The query SELECT (count(distinct ?p) AS ?count ) { ?s ?p ?o } returns 21 in
both cases. listOfPropertiesInDataset is just name of actual query which I
execute and store in a model. mdl= qry.execConstruct
However, if I run the following code and get triples count for that query:
qry=QueryExecutionFactory.sparqlService(endpoint, query);int count= 0;Iterator
<Triple> triples = qry.execConstructTriples();while(triples.hasNext()){
triples.next();
count++;
}System.out.print("Triples count value is" + count);
The count value is different for Fuseki (42) and (740444) for Sesame. Although
the data is same in both stores. What could be a reason for this difference?.

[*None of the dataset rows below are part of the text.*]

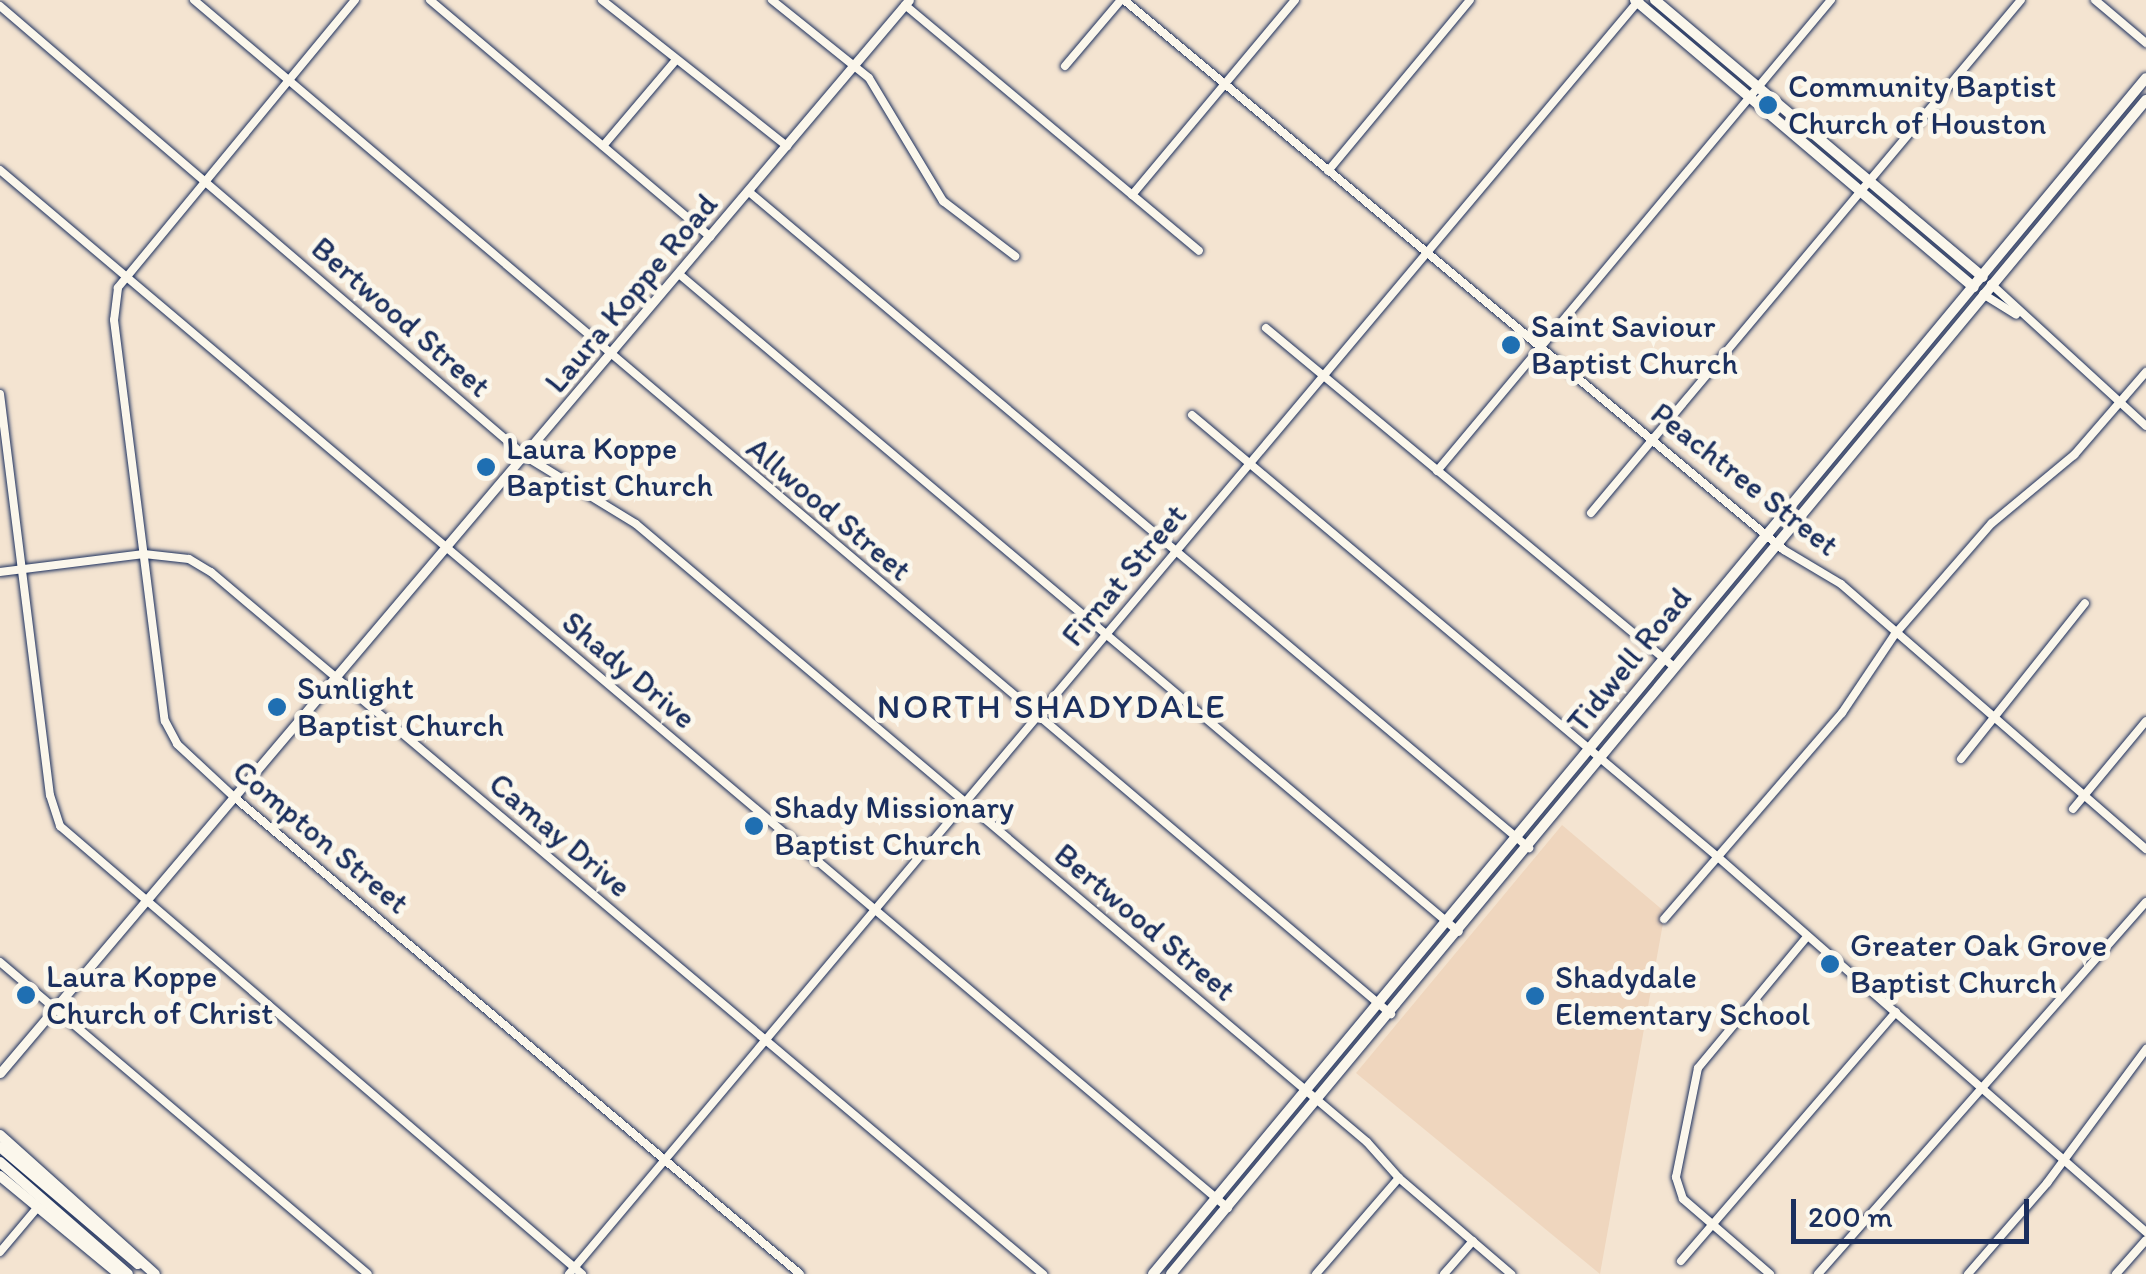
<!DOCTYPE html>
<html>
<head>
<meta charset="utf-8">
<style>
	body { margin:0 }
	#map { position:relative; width:2146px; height:1274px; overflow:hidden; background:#f4e4d1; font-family:Itim,sans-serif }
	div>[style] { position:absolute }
	.built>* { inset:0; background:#efd6be }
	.roads { filter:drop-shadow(0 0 2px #1b2f5e) drop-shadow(0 0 2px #1b2f5e) }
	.minor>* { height:8px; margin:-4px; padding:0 4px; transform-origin:4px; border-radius:4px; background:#fbf7ec }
	.tertiary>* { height:9px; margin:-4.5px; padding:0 4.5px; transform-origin:4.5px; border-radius:4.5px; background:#fbf7ec }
	.secondary>* { height:10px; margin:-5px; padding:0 5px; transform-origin:5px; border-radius:5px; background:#fbf7ec }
	.dots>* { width:28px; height:28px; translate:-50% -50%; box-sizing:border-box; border:5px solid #fbf7ec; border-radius:50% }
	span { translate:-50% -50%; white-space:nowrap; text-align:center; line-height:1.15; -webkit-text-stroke:10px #fbf7ec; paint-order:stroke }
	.poi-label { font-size:32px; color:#1b2f5e }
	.left { translate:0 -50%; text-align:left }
	.street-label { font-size:32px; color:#1b2f5e }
	.neighbourhood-label { font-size:35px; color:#1b2f5e; letter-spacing:2.5px }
	.scale { position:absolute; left:1791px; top:1199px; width:238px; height:45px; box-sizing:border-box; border:5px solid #1b2f5e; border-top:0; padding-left:12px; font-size:30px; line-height:35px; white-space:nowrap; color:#1b2f5e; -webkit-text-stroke:8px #fbf7ec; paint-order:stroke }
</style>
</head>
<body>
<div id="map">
	<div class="built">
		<div style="clip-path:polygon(1562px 825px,1665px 912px,1600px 1274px,1356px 1073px)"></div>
	</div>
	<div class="roads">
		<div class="minor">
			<div style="left:194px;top:0;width:1569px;rotate:40.27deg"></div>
			<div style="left:355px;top:0;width:373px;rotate:129.5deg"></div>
			<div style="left:118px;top:288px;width:32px;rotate:97deg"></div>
			<div style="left:114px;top:320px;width:404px;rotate:82.8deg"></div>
			<div style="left:165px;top:721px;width:26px;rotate:62deg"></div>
			<div style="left:177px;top:744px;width:78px;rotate:42.9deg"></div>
			<div style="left:234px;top:797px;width:740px;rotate:40.12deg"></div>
			<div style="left:430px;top:0;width:367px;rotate:40.2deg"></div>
			<div style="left:602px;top:0;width:236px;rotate:38.3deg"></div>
			<div style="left:772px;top:0;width:124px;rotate:38.8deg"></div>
			<div style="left:869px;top:78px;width:144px;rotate:59deg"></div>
			<div style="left:943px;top:201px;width:91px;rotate:37.4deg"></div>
			<div style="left:1124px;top:0;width:859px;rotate:39.81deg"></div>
			<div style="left:1784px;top:550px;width:66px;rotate:30.8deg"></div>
			<div style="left:1841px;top:584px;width:404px;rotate:41deg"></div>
			<div style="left:2095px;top:0;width:67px;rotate:40.1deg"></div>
			<div style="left:905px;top:5px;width:383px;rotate:39.9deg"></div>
			<div style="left:0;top:6px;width:691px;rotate:40.6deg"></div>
			<div style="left:525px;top:456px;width:130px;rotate:31.5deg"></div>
			<div style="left:636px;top:524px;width:957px;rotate:40.21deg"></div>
			<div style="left:1367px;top:1142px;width:48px;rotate:48.4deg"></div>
			<div style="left:1399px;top:1178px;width:148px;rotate:40.6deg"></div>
			<div style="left:1065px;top:66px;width:87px;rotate:-49.7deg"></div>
			<div style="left:603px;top:146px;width:111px;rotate:-49.7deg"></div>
			<div style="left:0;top:170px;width:1608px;rotate:40.21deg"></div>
			<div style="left:1328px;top:171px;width:222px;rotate:-50.3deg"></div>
			<div style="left:748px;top:191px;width:1021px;rotate:40.07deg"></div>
			<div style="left:1132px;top:195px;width:254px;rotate:-50.1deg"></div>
			<div style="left:679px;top:274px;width:1020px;rotate:40.15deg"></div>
			<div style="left:1991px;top:284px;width:210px;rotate:42.5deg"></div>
			<div style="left:1983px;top:294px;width:39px;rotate:32deg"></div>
			<div style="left:1266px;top:328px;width:529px;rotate:39.71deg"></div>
			<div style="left:0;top:394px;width:404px;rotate:82.9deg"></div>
			<div style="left:50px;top:795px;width:33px;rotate:72deg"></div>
			<div style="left:60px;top:826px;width:688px;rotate:40.64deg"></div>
			<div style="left:1192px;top:415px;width:688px;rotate:40.05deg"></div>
			<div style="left:1719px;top:858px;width:568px;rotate:41.21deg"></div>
			<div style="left:1437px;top:471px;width:614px;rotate:-50.09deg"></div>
			<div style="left:1591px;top:513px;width:669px;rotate:-50.03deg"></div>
			<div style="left:0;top:572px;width:145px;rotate:-7.1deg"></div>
			<div style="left:144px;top:554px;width:45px;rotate:6.3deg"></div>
			<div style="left:189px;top:559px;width:26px;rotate:31deg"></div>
			<div style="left:211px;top:572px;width:1089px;rotate:40.16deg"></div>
			<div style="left:1961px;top:759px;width:199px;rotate:-51.5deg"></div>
			<div style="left:2073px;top:809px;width:114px;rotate:-50.3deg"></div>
			<div style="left:1664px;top:919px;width:272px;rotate:-49.2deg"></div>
			<div style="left:1842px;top:713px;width:95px;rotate:-56.1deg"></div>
			<div style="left:1895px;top:634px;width:147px;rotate:-48.9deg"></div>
			<div style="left:1992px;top:523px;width:107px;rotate:-39.7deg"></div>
			<div style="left:2074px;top:455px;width:110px;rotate:-49.1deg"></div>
			<div style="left:0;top:962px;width:482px;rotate:40.3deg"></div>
			<div style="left:0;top:1252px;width:57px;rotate:-49.9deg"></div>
			<div style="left:1681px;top:1261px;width:329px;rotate:-49.2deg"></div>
			<div style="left:569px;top:1274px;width:1664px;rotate:-49.97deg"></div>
			<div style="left:1316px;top:1274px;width:127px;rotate:-49.2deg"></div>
			<div style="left:1444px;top:1274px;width:44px;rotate:-48.7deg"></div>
			<div style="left:1770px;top:1274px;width:115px;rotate:-139.2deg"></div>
			<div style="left:1683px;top:1199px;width:23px;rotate:-108deg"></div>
			<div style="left:1676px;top:1177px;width:111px;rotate:-78.6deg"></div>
			<div style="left:1698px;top:1068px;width:169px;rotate:-50.3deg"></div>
			<div style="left:1818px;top:1274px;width:496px;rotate:-48.6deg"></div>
			<div style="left:1968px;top:1274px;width:121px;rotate:-49deg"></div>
			<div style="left:2047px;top:1183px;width:167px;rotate:-53.5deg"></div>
			<div style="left:2116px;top:1274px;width:45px;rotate:-48.6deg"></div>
		</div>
		<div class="tertiary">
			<div style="left:0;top:1073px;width:1406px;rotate:-49.73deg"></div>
		</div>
		<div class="secondary">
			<div style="left:1635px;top:0;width:444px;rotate:40.3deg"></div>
			<div style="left:1655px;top:0;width:429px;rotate:40.2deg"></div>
			<div style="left:0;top:1135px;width:208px;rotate:41.9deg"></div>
			<div style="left:0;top:1147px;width:181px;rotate:40.3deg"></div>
			<div style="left:0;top:1162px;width:170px;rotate:41.2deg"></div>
			<div style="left:0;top:1176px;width:154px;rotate:39.5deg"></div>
			<div style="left:1153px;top:1274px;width:1554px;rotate:-50.3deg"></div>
			<div style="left:1171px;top:1274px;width:1526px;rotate:-50.29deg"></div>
		</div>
	</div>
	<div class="dots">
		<div style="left:1768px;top:105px;background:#1f6fb2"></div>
		<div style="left:1511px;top:345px;background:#1f6fb2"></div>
		<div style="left:486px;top:467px;background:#1f6fb2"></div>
		<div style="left:277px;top:707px;background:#1f6fb2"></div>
		<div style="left:754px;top:826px;background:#1f6fb2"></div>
		<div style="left:1830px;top:964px;background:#1f6fb2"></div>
		<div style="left:26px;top:995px;background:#1f6fb2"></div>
		<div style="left:1535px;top:996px;background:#1f6fb2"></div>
	</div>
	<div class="poi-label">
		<span class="left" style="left:1788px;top:105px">Community Baptist<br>Church of Houston</span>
		<span class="left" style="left:1531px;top:345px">Saint Saviour<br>Baptist Church</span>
		<span class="left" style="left:506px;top:467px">Laura Koppe<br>Baptist Church</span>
		<span class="left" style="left:297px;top:707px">Sunlight<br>Baptist Church</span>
		<span class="left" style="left:774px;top:826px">Shady Missionary<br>Baptist Church</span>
		<span class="left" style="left:1850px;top:964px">Greater Oak Grove<br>Baptist Church</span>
		<span class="left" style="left:46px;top:995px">Laura Koppe<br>Church of Christ</span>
		<span class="left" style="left:1555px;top:996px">Shadydale<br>Elementary School</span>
	</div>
	<div class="street-label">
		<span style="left:631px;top:293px;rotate:-50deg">Laura Koppe Road</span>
		<span style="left:401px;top:317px;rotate:41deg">Bertwood Street</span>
		<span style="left:1745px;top:479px;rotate:38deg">Peachtree Street</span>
		<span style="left:829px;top:509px;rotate:40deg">Allwood Street</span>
		<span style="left:1124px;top:575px;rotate:-50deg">Firnat Street</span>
		<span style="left:1629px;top:660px;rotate:-51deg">Tidwell Road</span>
		<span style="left:629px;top:670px;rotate:40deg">Shady Drive</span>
		<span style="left:560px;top:835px;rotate:40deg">Camay Drive</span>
		<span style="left:321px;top:837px;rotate:40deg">Compton Street</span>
		<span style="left:1145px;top:922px;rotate:40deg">Bertwood Street</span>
	</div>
	<div class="neighbourhood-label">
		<span style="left:1052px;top:706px">NORTH SHADYDALE</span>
	</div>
	<div class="scale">200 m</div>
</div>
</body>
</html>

On Wednesday, January 28, 2015 11:13 AM, Andy Seaborne <[email protected]>
wrote:
On 28/01/15 10:49, Qiaser Mehmood wrote:
> Thanks Andy, I forgot to mention that I am using Jena to query both the
> Fuseki and Sesame, moreover I dumped the same data in both store.
> So you mean that result difference over same data is due to the particular
> engine which return either duplicate (i.e. sesame) and set with no duplicate
> (i.e. Fuseki).
> Thanks,Qaiser.
So what does
SELECT (count(distinct ?p) AS ?count ) { ?s ?p ?o }
return in each case?
And how are you counting results (listOfPropertiesInDataset is not Jena
code).
Andy
>
> On Tuesday, January 27, 2015 8:50 PM, Andy Seaborne <[email protected]>
>wrote:
>
>
> On 27/01/15 17:32, Qiaser Mehmood wrote:
>> What could be the reason of results (listOfPropertiesInDataset) difference
>> for the same query which runs on two different engine e.g. fuseki and
>> sesame. I dumped the Kegg data into fuseki and sesame and when I run the
>> following query the results vary.
>> PREFIX void: <http://rdfs.org/ns/void#> CONSTRUCT { <datasetUri>
>> void:propertyPartition ?pUri . ?pUri void:property ?p . } WHERE { ?s ?p ?o .
>> BIND(IRI(CONCAT(STR(<baseUri>),MD5(STR(?p)))) AS ?pUri)}
>>
>> In fuseki it returns 42 and in sesame it returns back 740444
>> Best,Qaiser.
>>
>
> I guess there are 42 different predicates in the data.
>
> SELECT (count(distinct ?p) AS ?count ) { ?s ?p /o }
>
> Jena returns a model, a set of triples. Set means no duplicates.
>
> It looks liek you are using the form of execution in Sesame that returns
> an iterator of stream of triples. No suppression of duplicates.
>
> In your query:
>
> PREFIX void: <http://rdfs.org/ns/void#>
>
> CONSTRUCT
> { <http://example/base/datasetUri> void:propertyPartition ?pUri .
> ?pUri void:property ?p .}
> WHERE
> { ?s ?p ?o
> BIND(iri(concat(str(<http://example/base/baseUri>), MD5(str(?p))))
> AS ?pUri)
> }
>
> Your query has massive duplicates - it projects out ?s and ?o..
>
> Many ?s ?p ?o, few distinct ?p
>
> Try this:
>
> WHERE
> { SELECT DISTINCT ?p ?pUri {
> ?s ?p ?o
> BIND(iri(concat(str(<http://example/base/baseUri>), MD5(str(?p))))
> AS ?pUri)
> }
> }
>
>
> Andy
>
>
>
>
>